Ho sempre avuto un debole per l’Africa e ho pensato che potesse essere un continente da cui imparare tanto. Effettivamente le aspettative sono state più che soddisfatte, a partire dall’aspetto culturale! Non importa il colore della tua pelle, la tua cultura, la religione: qui troverai sempre qualcuno pronto a darti un abbraccio e a dirti “va tutto bene”. Mi colpisce la forte affettività della gente.

 

Com’è confrontarsi con l’estrema povertà locale? 
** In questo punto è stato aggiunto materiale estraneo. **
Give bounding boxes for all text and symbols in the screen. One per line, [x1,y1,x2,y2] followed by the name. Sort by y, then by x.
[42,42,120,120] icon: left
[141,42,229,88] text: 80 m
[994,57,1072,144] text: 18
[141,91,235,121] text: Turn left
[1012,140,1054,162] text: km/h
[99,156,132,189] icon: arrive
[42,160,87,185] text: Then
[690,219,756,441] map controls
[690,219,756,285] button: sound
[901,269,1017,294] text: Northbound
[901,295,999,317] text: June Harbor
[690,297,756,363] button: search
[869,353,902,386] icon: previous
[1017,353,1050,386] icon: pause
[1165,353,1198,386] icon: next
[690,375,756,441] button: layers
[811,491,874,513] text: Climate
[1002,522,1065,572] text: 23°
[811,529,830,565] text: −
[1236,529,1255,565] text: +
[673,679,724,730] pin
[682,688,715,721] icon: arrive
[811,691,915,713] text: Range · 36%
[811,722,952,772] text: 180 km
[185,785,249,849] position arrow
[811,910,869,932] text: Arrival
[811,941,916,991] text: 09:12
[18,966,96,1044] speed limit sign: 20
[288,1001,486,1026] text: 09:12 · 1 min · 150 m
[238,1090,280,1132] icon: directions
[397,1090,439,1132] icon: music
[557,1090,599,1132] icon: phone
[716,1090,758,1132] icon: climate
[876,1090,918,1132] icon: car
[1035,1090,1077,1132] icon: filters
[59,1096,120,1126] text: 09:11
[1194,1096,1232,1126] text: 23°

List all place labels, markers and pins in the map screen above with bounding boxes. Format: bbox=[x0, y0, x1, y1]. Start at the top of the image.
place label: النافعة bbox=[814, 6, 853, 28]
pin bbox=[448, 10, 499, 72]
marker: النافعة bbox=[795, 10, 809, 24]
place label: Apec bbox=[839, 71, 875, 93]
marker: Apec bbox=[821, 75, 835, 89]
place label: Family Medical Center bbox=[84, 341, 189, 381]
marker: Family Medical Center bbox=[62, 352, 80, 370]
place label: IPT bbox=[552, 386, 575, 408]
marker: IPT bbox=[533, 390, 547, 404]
Il Ghana, rispetto agli altri paesi africani, non si può lamentare, ma per un occidentale la differenza è davvero forte. Beni come l’acqua corrente diventano un lusso, e mi è capitato di doverla andare a prendere lontano da casa. Inoltre ho avuto l’opportunità di fare esperienza di volontariato ed è stata molto dura confrontarsi con la vita di bambini che vivono nella povertà più estrema.

 

Com’è vista l’Europa? 

C’è l’idea che sia un paradiso, che si possa trovare immediatamente lavoro. Le persone qui non hanno idea delle tragedie legate al fenomeno delle migrazioni, la partenza è vista solo come un’opportunità.

 

Come funziona la scuola in Ghana?

Con gli insegnanti c’è un rapporto molto confidenziale, ma c’è un aspetto che fatico a digerire: qui sono ammesse le punizioni corporali (come schiaffi e frustate sulla schiena) sia da parte dei professori che degli studenti più grandi. A me non è capitato ma è comunque una sofferenza.